When We Rock We Rock… on A&M
Older fans of the band will probably recall the release of When We Rock We Rock back in 1978 with mixed feelings. It was one of the first post-split Deep Purple collections, and did not bode well for the treatment of the band’s catalogue. The LP originated at Warners and was intended for the American and Japanese markets, but imports into Europe were widespread. It certainly turned up very quickly at my local branch of Virgin Records in Sheffield. Despite the sci-fi cover art (by Japanese illustrator and designer Shusei Nagaoka – remember the ELO spaceship from Out Of The Blue?) which sort of shows a space bound recording studio, it offered nothing for fans, not even a photograph of the band. Tracks were split into 50% by Mk 2, three from Mk 1 and just one track from Burn to represent the Coverdale / Hughes years.
As for vinyl collectors, the album throws up few variations so I was surprised to see a copy appear recently on the A&M label (above) which turned out to be a rare manufacturing error. It is not unknown for some albums to have a wrong label slip through a production batch of otherwise correct copies (both sides having a side one label, etc.), but this time an entire run was produced with the correct track information but the gold A&M label instead of the cream Warner label (below) standard at the time.

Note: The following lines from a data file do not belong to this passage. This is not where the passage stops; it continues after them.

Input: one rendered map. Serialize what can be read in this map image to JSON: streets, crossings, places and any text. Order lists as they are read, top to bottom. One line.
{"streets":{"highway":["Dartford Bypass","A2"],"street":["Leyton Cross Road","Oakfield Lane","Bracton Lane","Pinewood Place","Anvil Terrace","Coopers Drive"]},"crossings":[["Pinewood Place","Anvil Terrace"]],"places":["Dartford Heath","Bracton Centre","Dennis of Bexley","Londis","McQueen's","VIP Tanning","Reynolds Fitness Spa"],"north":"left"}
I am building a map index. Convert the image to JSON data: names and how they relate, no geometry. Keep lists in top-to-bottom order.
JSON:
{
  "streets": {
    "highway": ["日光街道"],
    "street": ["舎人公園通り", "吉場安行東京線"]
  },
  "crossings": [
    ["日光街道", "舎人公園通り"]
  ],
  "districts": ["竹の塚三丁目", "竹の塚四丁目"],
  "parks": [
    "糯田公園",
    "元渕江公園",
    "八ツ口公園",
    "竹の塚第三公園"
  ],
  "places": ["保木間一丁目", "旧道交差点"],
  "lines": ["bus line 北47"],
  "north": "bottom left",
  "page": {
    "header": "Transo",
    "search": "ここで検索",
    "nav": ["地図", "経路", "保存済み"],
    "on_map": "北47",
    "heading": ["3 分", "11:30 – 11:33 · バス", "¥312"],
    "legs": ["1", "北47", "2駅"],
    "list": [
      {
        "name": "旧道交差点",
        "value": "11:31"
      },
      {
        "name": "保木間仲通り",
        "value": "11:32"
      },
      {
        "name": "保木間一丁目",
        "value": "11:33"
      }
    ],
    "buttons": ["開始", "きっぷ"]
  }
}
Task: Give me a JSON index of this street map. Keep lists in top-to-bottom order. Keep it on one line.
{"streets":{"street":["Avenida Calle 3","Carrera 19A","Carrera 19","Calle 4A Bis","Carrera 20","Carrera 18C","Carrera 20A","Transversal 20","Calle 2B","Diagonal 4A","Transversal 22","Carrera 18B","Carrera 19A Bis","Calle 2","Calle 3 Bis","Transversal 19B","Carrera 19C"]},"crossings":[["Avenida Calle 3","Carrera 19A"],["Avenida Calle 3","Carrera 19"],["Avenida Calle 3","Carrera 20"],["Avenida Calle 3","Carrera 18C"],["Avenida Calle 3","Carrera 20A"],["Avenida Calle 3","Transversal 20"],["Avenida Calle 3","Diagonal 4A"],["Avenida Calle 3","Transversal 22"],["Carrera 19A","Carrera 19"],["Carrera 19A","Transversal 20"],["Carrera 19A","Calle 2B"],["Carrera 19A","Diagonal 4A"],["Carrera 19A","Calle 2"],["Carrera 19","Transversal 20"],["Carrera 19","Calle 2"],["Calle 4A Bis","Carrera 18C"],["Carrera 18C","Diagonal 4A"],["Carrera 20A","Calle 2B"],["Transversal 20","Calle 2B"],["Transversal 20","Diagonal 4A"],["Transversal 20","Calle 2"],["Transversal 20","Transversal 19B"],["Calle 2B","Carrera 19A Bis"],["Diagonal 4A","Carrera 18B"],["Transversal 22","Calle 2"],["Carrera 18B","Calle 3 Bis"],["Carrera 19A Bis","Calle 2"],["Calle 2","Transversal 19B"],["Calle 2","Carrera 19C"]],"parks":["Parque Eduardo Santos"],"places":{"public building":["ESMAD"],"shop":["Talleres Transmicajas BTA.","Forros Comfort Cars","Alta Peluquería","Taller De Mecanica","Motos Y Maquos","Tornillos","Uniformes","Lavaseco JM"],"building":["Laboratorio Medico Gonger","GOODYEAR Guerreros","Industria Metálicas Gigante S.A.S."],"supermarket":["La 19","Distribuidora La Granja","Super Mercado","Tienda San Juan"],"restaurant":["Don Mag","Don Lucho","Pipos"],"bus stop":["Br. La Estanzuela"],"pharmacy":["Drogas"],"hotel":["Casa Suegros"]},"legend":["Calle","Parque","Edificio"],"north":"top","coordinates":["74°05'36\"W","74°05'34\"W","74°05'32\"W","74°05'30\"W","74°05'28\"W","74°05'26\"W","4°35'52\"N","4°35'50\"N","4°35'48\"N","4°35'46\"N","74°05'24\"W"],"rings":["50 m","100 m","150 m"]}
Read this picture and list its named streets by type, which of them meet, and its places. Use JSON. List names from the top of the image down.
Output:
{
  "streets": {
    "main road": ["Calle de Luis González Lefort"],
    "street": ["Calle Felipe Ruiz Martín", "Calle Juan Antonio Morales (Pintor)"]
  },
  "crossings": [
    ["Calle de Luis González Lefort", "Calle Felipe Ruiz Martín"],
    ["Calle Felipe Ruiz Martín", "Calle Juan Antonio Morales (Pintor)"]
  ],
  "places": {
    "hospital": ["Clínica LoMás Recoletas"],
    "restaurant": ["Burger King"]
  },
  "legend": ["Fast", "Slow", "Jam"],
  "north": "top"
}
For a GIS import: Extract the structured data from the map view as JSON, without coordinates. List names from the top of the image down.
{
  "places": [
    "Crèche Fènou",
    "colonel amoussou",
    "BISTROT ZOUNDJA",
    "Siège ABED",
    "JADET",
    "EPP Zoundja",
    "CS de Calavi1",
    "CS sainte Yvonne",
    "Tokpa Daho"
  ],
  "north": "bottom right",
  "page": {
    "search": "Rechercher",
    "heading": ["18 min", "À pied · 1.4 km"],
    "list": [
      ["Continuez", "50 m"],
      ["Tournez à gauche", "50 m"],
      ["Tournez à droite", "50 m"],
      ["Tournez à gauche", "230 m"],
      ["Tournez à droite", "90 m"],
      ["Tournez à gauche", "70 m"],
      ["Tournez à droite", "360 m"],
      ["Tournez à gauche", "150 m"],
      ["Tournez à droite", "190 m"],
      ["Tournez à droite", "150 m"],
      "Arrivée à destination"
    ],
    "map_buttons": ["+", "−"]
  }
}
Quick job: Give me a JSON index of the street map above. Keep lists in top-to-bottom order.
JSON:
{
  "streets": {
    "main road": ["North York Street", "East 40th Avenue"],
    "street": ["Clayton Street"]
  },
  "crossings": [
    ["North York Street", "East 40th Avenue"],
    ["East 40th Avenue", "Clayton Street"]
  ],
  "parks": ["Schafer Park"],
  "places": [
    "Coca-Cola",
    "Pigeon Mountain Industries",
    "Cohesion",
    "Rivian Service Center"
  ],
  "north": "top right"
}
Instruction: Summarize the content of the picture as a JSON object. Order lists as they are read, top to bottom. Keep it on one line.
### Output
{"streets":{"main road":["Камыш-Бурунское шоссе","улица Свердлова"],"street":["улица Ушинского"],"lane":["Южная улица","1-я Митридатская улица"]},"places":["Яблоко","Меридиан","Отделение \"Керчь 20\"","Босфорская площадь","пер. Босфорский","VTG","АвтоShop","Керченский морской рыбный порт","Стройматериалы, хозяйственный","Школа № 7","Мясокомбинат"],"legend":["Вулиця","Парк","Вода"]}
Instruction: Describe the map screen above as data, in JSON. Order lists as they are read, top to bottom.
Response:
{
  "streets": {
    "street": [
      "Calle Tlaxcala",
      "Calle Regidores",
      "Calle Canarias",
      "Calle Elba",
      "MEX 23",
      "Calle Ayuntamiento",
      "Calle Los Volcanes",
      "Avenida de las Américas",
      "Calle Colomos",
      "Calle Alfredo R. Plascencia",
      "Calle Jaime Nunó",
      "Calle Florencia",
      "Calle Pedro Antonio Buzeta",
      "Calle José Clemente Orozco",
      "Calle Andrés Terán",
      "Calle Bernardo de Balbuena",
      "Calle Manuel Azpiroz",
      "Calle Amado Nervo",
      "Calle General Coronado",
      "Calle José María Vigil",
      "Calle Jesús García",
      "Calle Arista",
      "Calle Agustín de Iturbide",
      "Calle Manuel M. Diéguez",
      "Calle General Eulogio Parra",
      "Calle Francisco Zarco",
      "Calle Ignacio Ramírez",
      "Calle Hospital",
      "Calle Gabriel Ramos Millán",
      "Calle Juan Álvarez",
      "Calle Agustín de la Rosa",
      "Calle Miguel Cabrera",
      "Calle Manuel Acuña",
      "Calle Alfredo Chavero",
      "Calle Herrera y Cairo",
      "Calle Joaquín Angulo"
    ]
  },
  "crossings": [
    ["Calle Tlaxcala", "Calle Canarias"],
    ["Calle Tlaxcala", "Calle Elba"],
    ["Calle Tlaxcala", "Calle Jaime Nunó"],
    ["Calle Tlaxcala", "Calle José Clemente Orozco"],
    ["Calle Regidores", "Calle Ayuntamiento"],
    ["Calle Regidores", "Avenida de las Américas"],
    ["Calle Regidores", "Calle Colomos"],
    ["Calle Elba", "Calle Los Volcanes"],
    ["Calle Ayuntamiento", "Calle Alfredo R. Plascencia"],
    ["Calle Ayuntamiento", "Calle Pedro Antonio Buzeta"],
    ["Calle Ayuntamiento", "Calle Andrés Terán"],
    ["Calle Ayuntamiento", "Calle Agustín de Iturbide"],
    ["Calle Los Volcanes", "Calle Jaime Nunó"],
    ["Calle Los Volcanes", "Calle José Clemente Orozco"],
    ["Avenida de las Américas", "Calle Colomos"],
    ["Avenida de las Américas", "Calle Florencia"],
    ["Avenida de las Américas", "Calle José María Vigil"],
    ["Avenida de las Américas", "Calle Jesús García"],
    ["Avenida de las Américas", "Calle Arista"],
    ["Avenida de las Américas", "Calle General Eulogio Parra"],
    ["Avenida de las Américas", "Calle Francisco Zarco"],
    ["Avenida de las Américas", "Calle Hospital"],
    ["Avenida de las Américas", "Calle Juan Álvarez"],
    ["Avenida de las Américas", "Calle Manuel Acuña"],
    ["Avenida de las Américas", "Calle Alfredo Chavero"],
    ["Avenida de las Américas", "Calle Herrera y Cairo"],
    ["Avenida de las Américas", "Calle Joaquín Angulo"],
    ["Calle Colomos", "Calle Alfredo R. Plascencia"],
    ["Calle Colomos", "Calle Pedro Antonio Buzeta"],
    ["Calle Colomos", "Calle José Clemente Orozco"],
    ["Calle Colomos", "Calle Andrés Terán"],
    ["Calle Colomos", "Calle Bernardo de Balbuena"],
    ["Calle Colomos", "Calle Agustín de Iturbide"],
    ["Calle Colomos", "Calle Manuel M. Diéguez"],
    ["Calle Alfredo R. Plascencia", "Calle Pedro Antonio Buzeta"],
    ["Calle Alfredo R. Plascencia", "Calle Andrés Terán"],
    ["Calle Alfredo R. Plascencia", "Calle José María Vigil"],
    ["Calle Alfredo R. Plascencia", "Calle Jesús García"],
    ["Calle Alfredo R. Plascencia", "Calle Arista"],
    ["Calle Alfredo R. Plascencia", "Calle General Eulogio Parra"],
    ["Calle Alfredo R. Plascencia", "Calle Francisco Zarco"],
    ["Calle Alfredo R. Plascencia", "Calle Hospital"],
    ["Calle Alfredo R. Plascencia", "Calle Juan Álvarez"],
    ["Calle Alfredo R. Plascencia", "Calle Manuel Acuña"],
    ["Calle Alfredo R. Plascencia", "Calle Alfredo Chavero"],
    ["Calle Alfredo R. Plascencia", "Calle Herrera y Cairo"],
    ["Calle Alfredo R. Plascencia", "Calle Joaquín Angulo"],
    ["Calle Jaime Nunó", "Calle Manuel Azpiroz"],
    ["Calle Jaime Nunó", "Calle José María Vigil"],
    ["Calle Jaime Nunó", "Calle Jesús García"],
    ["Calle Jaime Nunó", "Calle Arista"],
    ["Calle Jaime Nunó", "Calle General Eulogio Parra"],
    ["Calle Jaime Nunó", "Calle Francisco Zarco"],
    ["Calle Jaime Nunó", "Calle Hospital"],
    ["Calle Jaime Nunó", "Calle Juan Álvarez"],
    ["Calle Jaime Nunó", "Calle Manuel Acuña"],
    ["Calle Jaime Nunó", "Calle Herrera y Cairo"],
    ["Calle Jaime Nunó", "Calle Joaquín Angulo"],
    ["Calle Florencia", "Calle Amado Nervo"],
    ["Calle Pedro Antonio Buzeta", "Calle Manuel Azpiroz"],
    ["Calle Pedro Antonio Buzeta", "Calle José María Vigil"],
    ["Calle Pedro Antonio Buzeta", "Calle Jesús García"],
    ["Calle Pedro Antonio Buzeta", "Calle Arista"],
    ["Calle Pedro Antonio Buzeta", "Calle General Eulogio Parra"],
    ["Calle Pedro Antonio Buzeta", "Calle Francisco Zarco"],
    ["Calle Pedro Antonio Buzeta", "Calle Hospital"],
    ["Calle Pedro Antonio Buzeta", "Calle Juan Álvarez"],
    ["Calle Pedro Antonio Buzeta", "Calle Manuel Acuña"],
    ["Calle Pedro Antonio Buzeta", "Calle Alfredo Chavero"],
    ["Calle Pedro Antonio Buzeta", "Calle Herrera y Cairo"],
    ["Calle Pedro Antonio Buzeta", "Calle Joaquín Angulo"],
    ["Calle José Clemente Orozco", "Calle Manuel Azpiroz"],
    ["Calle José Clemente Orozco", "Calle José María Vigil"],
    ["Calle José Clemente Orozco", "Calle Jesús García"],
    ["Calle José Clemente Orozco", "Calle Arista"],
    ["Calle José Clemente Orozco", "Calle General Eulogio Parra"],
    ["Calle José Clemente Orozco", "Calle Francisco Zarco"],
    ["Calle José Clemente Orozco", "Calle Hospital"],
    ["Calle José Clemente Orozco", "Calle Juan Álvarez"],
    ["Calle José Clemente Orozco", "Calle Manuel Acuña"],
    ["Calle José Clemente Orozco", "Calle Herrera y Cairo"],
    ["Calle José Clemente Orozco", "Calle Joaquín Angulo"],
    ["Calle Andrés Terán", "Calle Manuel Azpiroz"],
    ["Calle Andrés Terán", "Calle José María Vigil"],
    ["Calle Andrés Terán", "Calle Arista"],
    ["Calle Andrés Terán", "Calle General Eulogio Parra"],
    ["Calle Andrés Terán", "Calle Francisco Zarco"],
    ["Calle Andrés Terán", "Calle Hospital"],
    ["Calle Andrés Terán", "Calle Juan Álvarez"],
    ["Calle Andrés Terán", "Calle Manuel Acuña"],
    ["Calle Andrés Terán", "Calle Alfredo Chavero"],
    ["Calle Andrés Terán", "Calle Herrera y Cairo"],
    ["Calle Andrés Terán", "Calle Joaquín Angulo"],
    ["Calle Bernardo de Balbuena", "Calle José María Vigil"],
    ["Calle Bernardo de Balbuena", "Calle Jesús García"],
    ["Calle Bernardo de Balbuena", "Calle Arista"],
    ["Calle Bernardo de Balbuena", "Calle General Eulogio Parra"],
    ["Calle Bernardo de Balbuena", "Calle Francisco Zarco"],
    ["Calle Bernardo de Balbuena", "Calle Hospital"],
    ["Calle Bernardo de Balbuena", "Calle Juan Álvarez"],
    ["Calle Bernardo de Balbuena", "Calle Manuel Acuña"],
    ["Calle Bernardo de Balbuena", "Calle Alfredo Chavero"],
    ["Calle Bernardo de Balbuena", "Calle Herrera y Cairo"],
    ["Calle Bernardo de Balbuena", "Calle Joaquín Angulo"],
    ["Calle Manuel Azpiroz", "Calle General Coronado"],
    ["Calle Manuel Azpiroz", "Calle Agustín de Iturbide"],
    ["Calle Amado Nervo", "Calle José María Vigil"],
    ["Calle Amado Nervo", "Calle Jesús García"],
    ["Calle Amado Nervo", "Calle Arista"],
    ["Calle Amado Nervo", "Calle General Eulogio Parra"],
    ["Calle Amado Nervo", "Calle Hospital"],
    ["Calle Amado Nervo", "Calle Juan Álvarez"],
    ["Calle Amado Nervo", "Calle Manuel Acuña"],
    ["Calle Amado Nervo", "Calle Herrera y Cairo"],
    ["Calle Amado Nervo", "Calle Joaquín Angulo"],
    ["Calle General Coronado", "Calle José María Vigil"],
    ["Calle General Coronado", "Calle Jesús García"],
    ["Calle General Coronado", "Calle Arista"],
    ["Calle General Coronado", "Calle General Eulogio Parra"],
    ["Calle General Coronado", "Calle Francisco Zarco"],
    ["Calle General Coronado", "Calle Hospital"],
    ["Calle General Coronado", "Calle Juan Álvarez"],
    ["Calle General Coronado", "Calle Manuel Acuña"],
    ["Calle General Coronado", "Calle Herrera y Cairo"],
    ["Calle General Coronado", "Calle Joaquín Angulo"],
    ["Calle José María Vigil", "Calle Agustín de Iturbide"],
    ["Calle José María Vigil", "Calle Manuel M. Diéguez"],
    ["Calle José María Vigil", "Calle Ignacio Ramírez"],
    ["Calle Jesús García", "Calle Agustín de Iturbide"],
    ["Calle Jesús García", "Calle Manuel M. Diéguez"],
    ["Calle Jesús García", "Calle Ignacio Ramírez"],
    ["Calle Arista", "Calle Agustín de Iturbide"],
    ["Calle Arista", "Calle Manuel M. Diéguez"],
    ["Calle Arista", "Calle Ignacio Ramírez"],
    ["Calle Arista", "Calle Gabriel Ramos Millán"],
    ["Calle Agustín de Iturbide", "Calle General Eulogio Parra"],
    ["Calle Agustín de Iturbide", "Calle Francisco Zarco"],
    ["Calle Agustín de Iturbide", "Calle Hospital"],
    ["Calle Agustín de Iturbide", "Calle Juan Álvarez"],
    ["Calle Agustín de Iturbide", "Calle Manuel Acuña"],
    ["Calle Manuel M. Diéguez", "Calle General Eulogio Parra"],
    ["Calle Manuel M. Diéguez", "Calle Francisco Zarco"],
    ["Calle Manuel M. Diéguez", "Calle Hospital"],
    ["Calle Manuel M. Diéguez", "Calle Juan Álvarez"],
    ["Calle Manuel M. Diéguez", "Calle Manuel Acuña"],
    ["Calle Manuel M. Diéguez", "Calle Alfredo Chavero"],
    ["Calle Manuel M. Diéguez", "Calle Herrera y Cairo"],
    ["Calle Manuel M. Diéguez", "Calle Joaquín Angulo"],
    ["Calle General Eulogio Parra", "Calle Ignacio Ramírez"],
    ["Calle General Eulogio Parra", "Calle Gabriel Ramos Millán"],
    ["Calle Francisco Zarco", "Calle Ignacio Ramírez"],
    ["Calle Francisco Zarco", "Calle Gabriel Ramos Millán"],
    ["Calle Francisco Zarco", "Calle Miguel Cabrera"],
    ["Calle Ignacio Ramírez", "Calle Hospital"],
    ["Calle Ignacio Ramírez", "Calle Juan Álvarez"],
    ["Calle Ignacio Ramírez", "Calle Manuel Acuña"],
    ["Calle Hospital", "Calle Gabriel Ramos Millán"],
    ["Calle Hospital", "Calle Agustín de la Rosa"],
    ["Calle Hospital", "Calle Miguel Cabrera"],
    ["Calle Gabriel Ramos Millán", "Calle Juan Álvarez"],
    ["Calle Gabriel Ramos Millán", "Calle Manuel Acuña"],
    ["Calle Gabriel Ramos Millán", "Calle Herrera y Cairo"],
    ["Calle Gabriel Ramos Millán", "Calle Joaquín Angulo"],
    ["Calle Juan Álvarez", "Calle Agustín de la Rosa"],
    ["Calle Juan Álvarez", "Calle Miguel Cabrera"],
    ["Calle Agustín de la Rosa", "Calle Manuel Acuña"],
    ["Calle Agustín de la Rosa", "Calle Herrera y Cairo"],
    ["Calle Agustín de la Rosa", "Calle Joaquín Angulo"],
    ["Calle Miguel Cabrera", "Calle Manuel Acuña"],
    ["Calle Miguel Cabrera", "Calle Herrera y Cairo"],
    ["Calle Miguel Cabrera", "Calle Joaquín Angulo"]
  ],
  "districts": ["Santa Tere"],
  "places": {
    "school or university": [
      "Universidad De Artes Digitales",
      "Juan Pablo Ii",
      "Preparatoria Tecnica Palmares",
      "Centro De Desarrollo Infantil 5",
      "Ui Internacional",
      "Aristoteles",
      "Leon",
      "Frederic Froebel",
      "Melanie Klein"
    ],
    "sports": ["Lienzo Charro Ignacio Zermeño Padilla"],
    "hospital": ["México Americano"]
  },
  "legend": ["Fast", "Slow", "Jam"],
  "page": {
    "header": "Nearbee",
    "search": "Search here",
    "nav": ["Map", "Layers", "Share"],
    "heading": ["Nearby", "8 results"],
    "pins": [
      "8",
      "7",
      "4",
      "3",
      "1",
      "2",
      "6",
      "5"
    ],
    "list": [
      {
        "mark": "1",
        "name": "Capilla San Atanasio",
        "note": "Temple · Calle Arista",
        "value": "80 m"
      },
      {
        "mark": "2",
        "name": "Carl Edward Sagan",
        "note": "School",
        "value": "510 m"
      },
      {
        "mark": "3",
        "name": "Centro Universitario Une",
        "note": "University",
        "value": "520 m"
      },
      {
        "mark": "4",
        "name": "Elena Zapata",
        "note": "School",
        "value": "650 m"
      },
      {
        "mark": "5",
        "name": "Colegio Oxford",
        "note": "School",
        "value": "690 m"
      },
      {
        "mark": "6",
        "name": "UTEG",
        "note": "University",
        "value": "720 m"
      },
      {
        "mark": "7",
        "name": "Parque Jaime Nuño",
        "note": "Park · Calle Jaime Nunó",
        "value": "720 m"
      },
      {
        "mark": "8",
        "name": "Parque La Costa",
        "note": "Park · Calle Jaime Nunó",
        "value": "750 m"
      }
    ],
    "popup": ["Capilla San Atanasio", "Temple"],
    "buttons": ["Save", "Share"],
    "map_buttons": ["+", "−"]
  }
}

The error appears not to be Warners’ however. RCA ran a record club label for some decades (starting back in 1955), you joined and could buy albums direct at a discount, and get special offers. Quite often albums sold through this scheme would be pressed by RCA themselves under license, with the correct parent label on, but the RCA Music Services address added to the back sleeve, and this is the case with the Deep Purple compilation (seen below). In this instance however they used the wrong label design altogether, hence this unusual and rare variant. My thanks to Pericle Formenti for the A&M scan, he’s just added it to his collection after many years searching!